Ok I accept a month is harsh!
However, it isn't a first offence, he was caught swearing in texts previously (to a friend) and warned and whilst I appreciate girls are not delicate little flowers I don't think it's very respectful for him to be swearing like that with her! It wasn't even in context!! I would get a terrible impression of a boy if I saw fuck this, that and the other in my DDs messages
It's more about him lying, not the act of staying up texting. He's deliberately lied about his phone being downstairs when he knew he has it the whole time.

basketweaver2012 Mon 23-May-16 18:01:45

Plus he doesn't need his phone for safety/school etc. He is dropped off and picked up each day as don't live within walking distance!

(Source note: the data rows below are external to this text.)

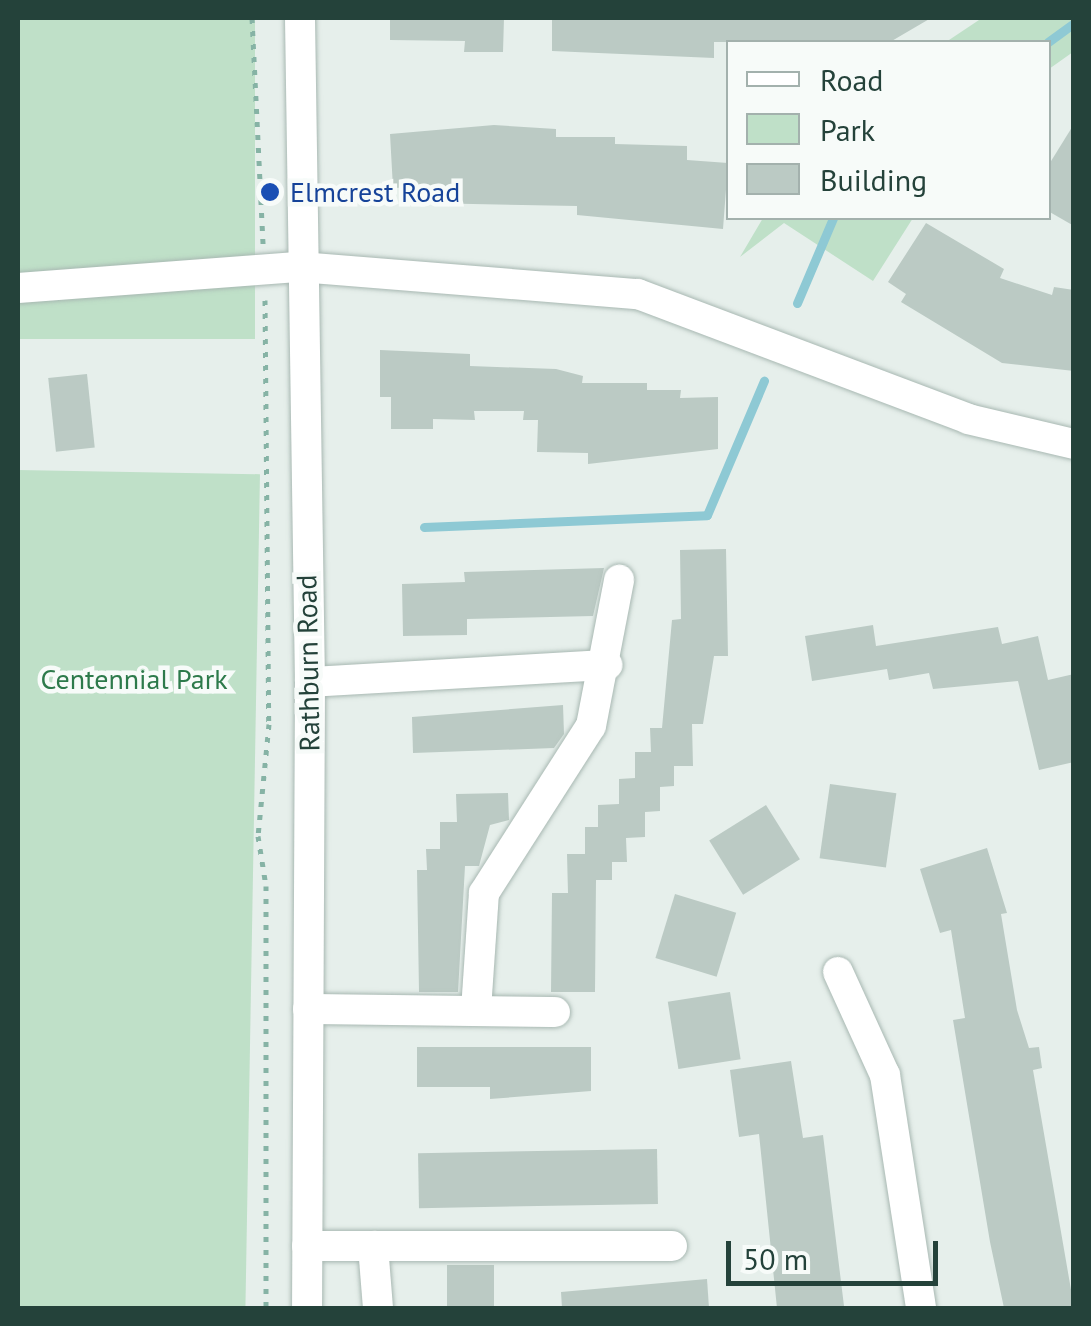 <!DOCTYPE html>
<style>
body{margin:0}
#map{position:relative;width:1091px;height:1326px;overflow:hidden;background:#e6efeb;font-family:"PT Sans",sans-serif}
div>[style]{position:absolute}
.green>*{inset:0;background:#bfe0c8;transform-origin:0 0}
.stream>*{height:9px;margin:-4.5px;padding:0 4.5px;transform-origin:4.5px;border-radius:4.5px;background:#8ec9d4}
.building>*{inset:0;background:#bbcac4;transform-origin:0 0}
.path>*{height:5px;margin-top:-2.5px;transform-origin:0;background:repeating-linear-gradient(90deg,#86b3a5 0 5px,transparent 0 13px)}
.roads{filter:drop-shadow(0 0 2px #a8b8b2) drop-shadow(0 0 2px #a8b8b2)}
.minor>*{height:30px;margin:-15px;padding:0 15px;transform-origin:15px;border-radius:15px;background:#fff}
.dots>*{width:28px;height:28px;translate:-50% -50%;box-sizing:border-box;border:5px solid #f7fbf9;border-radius:50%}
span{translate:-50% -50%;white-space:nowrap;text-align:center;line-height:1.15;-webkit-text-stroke:9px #f7fbf9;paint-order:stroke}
.transit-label{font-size:28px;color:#164399}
.left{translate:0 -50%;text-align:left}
.street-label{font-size:28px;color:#24423a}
.park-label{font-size:28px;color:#2d7a4b}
.frame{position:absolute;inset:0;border:20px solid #24423a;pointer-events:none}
.legend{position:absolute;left:726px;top:40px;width:325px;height:180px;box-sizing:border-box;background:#f7fbf9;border:2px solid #a3b1ad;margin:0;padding:12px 18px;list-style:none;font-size:30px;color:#24423a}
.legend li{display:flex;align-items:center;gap:20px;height:50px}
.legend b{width:50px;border:2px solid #a3b1ad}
.scale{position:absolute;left:726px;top:1241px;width:212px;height:45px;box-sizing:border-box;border:5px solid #24423a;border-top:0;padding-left:12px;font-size:30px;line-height:35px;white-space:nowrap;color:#24423a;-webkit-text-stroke:8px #f7fbf9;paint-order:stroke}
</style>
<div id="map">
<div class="green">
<div style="left:18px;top:18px;width:237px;height:321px"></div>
<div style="clip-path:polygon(982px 18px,1073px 18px,1073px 52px,1049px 69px,1048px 42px,946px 42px)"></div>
<div style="clip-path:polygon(763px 218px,913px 218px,873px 281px,784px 223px,740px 257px)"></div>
<div style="left:18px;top:470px;width:242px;height:838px;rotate:1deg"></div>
</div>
<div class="stream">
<div style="left:1048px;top:42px;width:32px;rotate:-36deg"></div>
<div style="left:797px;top:303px;width:92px;rotate:-67deg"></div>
<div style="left:424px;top:527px;width:283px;rotate:-2.4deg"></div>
<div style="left:707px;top:515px;width:146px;rotate:-67deg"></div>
</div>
<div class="building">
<div style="clip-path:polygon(390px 18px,504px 18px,503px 52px,464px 52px,465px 41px,390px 40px)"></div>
<div style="clip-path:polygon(552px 18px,931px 18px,890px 42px,714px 42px,714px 58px,552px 51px)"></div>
<div style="clip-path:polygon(1074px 124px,1074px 226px,1048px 211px,1048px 166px)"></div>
<div style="clip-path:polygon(494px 125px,556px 129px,556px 137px,615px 137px,615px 144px,687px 146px,687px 160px,728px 163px,723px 229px,577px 215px,577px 206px,424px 203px,423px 187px,393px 188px,390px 134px)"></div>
<div style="clip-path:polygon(926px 223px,1004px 269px,1000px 278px,1052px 295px,1054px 287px,1074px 290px,1074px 371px,1002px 363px,901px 302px,906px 294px,888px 282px)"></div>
<div style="clip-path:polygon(380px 350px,470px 354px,470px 366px,556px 369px,583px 376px,582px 383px,647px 383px,647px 390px,681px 390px,680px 398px,718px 397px,718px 449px,588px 464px,588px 453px,537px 452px,538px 420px,523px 420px,524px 411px,474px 411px,475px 420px,433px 419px,433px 429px,391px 429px,391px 397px,380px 397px)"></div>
<div style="left:87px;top:374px;width:74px;height:39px;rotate:84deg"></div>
<div style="clip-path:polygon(726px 549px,728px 656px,714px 656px,703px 724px,692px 724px,693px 766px,674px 766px,674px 786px,660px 787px,660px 811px,645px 812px,645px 837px,626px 838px,627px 862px,612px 862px,612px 880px,596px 880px,595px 992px,551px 992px,552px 893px,568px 893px,567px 854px,585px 854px,585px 827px,598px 827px,598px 805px,619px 804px,619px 779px,635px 778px,635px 752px,651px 752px,650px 728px,662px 728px,672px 620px,681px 619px,680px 550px)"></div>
<div style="clip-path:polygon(604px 568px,593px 616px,467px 619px,467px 635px,403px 636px,402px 584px,465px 582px,464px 572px)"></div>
<div style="clip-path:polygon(873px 625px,876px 646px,998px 627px,1002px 644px,1038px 636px,1048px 680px,1074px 674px,1074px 762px,1039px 770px,1018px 681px,933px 689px,929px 673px,889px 680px,887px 669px,812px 681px,805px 636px)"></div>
<div style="clip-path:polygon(563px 705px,564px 734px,554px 748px,413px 753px,412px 717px)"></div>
<div style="left:830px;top:784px;width:67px;height:75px;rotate:8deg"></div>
<div style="clip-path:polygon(508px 793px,509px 820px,490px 825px,479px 866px,465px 866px,458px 992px,419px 992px,417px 870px,427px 870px,426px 849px,440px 849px,440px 822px,457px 822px,456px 794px)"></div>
<div style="left:766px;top:805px;width:64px;height:67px;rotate:58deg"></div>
<div style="clip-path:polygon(987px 848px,1007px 913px,1001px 914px,1017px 1010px,1029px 1048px,1039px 1047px,1042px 1068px,1033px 1070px,1074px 1307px,1004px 1308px,990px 1242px,953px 1020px,965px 1018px,951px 930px,940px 933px,920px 869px)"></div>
<div style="left:675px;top:894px;width:64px;height:67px;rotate:17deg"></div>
<div style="left:730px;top:992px;width:68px;height:63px;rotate:81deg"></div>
<div style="clip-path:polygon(417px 1047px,591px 1047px,591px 1091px,490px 1099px,490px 1087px,417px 1087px)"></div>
<div style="clip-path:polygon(791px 1061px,803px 1138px,823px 1135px,844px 1306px,777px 1308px,759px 1134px,739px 1137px,730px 1070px)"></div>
<div style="left:657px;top:1149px;width:55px;height:239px;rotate:89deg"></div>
<div style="left:447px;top:1265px;width:47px;height:43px"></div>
<div style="clip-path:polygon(707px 1279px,709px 1308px,562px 1308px,561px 1292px)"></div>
</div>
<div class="path">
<div style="left:252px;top:18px;width:226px;rotate:87.2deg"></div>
<div style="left:265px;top:300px;width:424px;rotate:89.5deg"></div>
<div style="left:269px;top:724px;width:113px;rotate:95.6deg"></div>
<div style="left:258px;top:836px;width:51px;rotate:80.9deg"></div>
<div style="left:266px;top:886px;width:422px;rotate:90deg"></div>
</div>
<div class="roads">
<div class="minor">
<div style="left:300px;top:18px;width:664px;rotate:89.14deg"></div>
<div style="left:310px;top:682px;width:626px;rotate:90.27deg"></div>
<div style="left:18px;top:288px;width:283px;rotate:-4.3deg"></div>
<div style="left:300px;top:267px;width:339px;rotate:4.6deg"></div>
<div style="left:638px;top:294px;width:353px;rotate:20.7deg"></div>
<div style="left:968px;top:419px;width:109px;rotate:13.3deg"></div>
<div style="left:310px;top:682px;width:298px;rotate:-3.3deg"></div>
<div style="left:838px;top:972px;width:113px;rotate:65.5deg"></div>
<div style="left:885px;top:1075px;width:236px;rotate:81.2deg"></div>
<div style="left:308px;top:1009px;width:247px;rotate:0.7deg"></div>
<div style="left:476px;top:1010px;width:117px;rotate:-86.1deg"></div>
<div style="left:484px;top:893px;width:198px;rotate:-57.4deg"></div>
<div style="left:591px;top:726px;width:149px;rotate:-79.1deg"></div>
<div style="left:307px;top:1246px;width:365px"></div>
<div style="left:373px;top:1246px;width:62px;rotate:85.4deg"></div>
</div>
</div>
<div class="dots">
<div style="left:270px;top:192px;background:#1a4fb4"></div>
</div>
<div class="transit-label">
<span class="left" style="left:290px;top:192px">Elmcrest Road</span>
</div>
<div class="street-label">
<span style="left:308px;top:663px;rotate:-91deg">Rathburn Road</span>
</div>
<div class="park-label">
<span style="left:134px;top:679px">Centennial Park</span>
</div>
<div class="frame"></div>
<ul class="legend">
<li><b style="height:12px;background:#fff"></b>Road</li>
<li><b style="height:28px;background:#bfe0c8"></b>Park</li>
<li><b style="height:28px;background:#bbcac4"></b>Building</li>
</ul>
<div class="scale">50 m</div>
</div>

acasualobserver Mon 23-May-16 18:04:13

One month?! Don't stand in the way of love OP!

humblesims Mon 23-May-16 18:16:18

I think he just needs to be told that bad language is not a good idea (I know everyone uses it these days its not a big deal but its not really great either) and that chatting to girlfriend til all hours is not on and that if it happens again the phone will be confiscated. A chat and a warning. He's 12 he's going to lie. As long as he doesnt lie about more important things. As others have said. Pick your battles.